We must address the fiasco that was the removal of the word "woman" from the Maternity Protection Act 1994. What a ludicrous sentence to even have to say. The Minister may well respond, as he did to Deputy Tóibín in the Dáil, that this Bill does not remove the word "woman" from the legislation. While that is true, it was not always the plan. By the time the Bill was presented to the House on 5 October, the word "woman" was in its rightful place, albeit alongside the term "other person". One would have no idea as to how close we were to that not being the case. The general scheme of the Bill published on 21 April states: "The Maternity Protection Act 1994 is amended (a) in section 16(1) by the replacement of “woman” with “person”." The accompanying explanatory note declares: "For the avoidance of doubt, “woman” is being substituted for a gender neutral term, such as “person”." That was the plan of the Minister's Department, and I presume he and I have no reason to believe it would have changed if I had not flagged it in this Chamber on 6 June. Once people got wind that this was coming down the line, a national dialogue was kick-started and we had three days of back-to-back coverage on the national broadcaster. Joe Duffy quickly saw how passionate the women of Ireland are about themselves, one another, their identities and history, and all the comes with being a woman and recognised as a woman.

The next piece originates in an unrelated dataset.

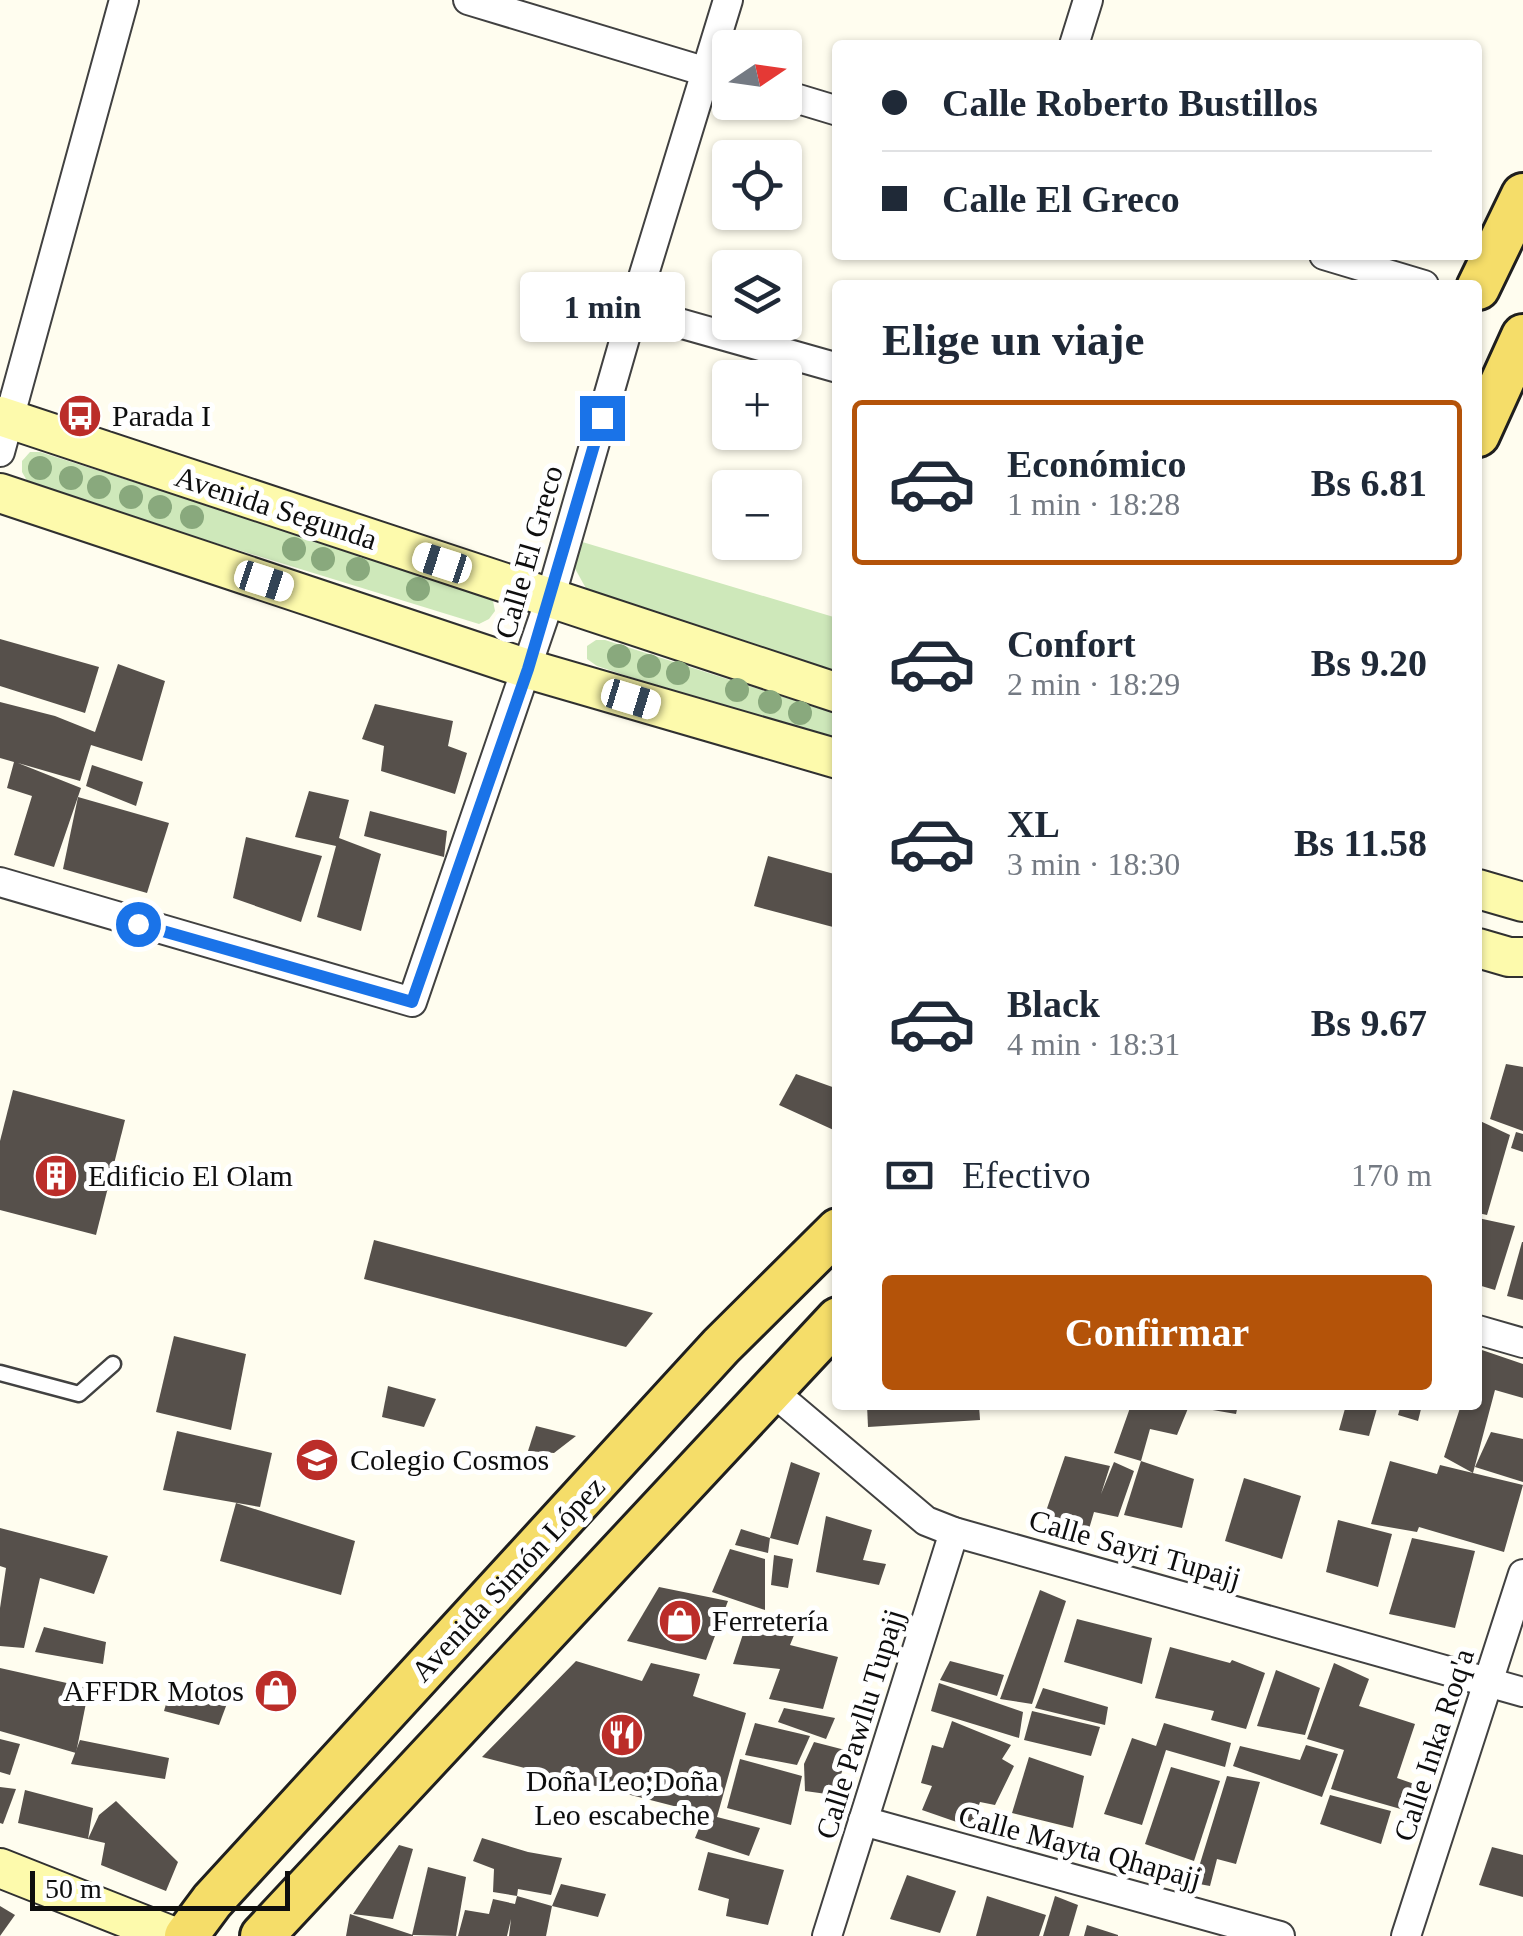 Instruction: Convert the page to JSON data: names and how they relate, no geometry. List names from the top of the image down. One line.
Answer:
{"streets":{"main road":["Avenida Segunda","Avenida Simón López"],"street":["Calle El Greco","Calle Sayri Tupajj","Calle Pawllu Tupajj","Calle Inka Roq'a","Calle Mayta Qhapajj"]},"crossings":[["Avenida Segunda","Calle El Greco"],["Calle Sayri Tupajj","Calle Pawllu Tupajj"],["Calle Sayri Tupajj","Calle Inka Roq'a"],["Calle Pawllu Tupajj","Calle Mayta Qhapajj"]],"places":{"bus stop":["Parada I"],"building":["Edificio El Olam"],"school or university":["Colegio Cosmos"],"shop":["Ferretería","AFFDR Motos"],"restaurant":["Doña Leo;Doña Leo escabeche"]},"scale_bar":"50 m","north":"right","page":{"map_buttons":["+","−"],"banner":["Calle Roberto Bustillos","Calle El Greco"],"bubble":"1 min","heading":"Elige un viaje","list":[{"name":"Económico","note":"1 min · 18:28","value":"Bs 6.81"},{"name":"Confort","note":"2 min · 18:29","value":"Bs 9.20"},{"name":"XL","note":"3 min · 18:30","value":"Bs 11.58"},{"name":"Black","note":"4 min · 18:31","value":"Bs 9.67"}],"pay":["Efectivo","170 m"],"buttons":"Confirmar","scale":"50 m"}}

This level of honest discussion had many progressives clutching their pearls and reaching for the smelling salts, so aghast were they that both sides of the debate would be given space to talk by our national broadcaster. Indeed, the national conversation that opened up was decried in this very Chamber. It seems, though, that at least one person was paying attention. Whether this was the Minister, or an official in his Department, we can be sure that these few strokes of the pen that turned head 12 of the general scheme into section 16 of this Bill saved his Government even more of a PR headache than he may think.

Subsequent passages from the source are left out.